Hoy celebramos la Solemnidad de Todos los Santos, de todos aquellos que siguieron con radicalidad a Jesús en las circunstancias que les tocó vivir; de los que dieron una respuesta llena de fe, esperanza y caridad, en medio de sus fragilidades, a las situaciones que atravesaron en sus tiempos y en sus lugares. Son los santos declarados oficialmente como tales, o aquella mayoría que permanecerá en el anonimato; son los santos ya fallecidos y que vemos sus imágenes en los altares, o esos que siguen viviendo a tu lado como humildes prolongaciones de la presencia de Jesús en lo cotidiano de la vida.
Y en esta solemnidad la liturgia nos regala el texto de las Bienaventuranzas del evangelista Mateo. Jesús se encuentra entre la masa de gente, codo a codo con las historias concretas de cada uno de esos hombres y mujeres que acudían a él. Y subiendo a la montaña se hizo cargo de ellos, los atendió, se ocupó de lo concreto de sus personas, se sentó para dedicarse a los que tenía por delante. Y lo hace dirigiéndoles la palabra. Una palabra que conecta con los anhelos más profundos que albergan sus corazones. Les va a ofrecer una propuesta de felicidad, unas “bienaventuranzas”, pero van a ser genuinas. Tanto que son contradictorias con las ofertas de felicidad imperantes. A la falda de ese monte estaban los buscadores, los insatisfechos, los anhelantes, los que no estaban saciados. Y a todos los declara felices en sus carencias porque Dios estaba con ellos. La felicidad que proclamaba era ese Dios que ofrecía una promesa y que estaba presente en sus anhelos buscados y aún no encontrados.

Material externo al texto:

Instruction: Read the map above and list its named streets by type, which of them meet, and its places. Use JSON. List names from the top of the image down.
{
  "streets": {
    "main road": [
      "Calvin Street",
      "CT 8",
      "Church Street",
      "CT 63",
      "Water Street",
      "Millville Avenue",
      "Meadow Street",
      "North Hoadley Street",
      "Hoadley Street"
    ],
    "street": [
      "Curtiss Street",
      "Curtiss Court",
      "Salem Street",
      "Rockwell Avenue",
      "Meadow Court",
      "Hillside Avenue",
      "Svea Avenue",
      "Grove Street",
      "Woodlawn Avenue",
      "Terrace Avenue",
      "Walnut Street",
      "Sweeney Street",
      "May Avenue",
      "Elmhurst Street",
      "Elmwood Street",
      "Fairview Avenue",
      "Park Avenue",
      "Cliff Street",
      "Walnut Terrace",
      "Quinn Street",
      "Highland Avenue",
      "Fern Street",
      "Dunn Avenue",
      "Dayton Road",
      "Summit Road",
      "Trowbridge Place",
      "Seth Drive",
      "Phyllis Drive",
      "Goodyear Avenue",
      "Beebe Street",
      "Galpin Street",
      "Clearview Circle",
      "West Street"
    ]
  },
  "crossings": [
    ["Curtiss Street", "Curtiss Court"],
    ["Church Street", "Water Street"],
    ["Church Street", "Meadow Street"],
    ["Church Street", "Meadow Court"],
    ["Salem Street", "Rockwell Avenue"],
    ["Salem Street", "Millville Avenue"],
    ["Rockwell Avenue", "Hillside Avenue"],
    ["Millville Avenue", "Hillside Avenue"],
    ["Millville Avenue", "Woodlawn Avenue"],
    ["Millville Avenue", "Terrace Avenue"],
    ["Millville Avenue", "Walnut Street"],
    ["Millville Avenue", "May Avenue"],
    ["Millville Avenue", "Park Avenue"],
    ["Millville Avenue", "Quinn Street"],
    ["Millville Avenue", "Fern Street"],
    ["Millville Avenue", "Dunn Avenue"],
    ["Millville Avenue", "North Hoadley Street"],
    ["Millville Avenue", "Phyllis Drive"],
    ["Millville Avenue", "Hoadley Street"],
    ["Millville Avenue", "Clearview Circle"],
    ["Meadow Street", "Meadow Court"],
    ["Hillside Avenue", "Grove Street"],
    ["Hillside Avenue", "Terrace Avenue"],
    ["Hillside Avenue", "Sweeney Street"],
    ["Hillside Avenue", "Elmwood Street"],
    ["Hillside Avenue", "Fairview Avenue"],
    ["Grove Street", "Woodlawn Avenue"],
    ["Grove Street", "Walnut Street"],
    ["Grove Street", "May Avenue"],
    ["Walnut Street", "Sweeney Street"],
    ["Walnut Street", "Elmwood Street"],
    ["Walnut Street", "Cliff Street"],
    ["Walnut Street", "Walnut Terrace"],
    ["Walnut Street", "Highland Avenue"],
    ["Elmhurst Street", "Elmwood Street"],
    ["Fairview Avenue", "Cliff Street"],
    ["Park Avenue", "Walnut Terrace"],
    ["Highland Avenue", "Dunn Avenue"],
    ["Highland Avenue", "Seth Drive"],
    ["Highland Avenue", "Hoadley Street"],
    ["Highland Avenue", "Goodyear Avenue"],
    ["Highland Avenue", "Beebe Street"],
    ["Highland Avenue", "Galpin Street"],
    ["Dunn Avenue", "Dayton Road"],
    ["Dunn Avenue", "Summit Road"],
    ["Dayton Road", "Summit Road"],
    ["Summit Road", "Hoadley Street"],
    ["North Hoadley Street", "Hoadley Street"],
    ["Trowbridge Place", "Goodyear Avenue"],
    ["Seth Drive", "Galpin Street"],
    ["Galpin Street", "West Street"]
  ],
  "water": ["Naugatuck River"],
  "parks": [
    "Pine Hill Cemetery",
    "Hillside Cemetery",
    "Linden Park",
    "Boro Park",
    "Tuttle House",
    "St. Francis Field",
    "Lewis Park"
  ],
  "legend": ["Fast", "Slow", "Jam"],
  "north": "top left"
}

Situaciones que pudieran amargar la existencia Jesús las declara como puertas hacia Dios, hacia la felicidad. Una felicidad demorada, no actual, sino en promesa. Les estaba dirigiendo la palabra a los que buscaban desde sus pobrezas: a los se vivían pobres necesitados y no autosuficientes; a los que preferían responder con la mansedumbre ante los ataques; a los que en la vida les tocó el llanto y no el éxito; a los que preferían tener hambre y sed de justicia a ser insensibles; a los que optaban por salir de sí mismo para complicarse sintiendo las miserias de los otros; a los que en un mundo turbio optaban por vivir con limpieza de corazón; a los que eran artesanos de la paz frente a los especialistas de la violencia; a los que por él eran perseguidos e injuriados. Pero esas propuestas de felicidad no eran mágicas. Las bienaventuranzas sólo eran el comienzo de un discurso donde Jesús les iba a presentar su propuesta de vida. La felicidad que él proponía no era fruto de una acción puntual y mágica, sino de una transformación de vida. Jesús no les proponía una felicidad espontánea, sino una metamorfosis de la existencia que daría sentido al llanto, la pobreza o la persecución.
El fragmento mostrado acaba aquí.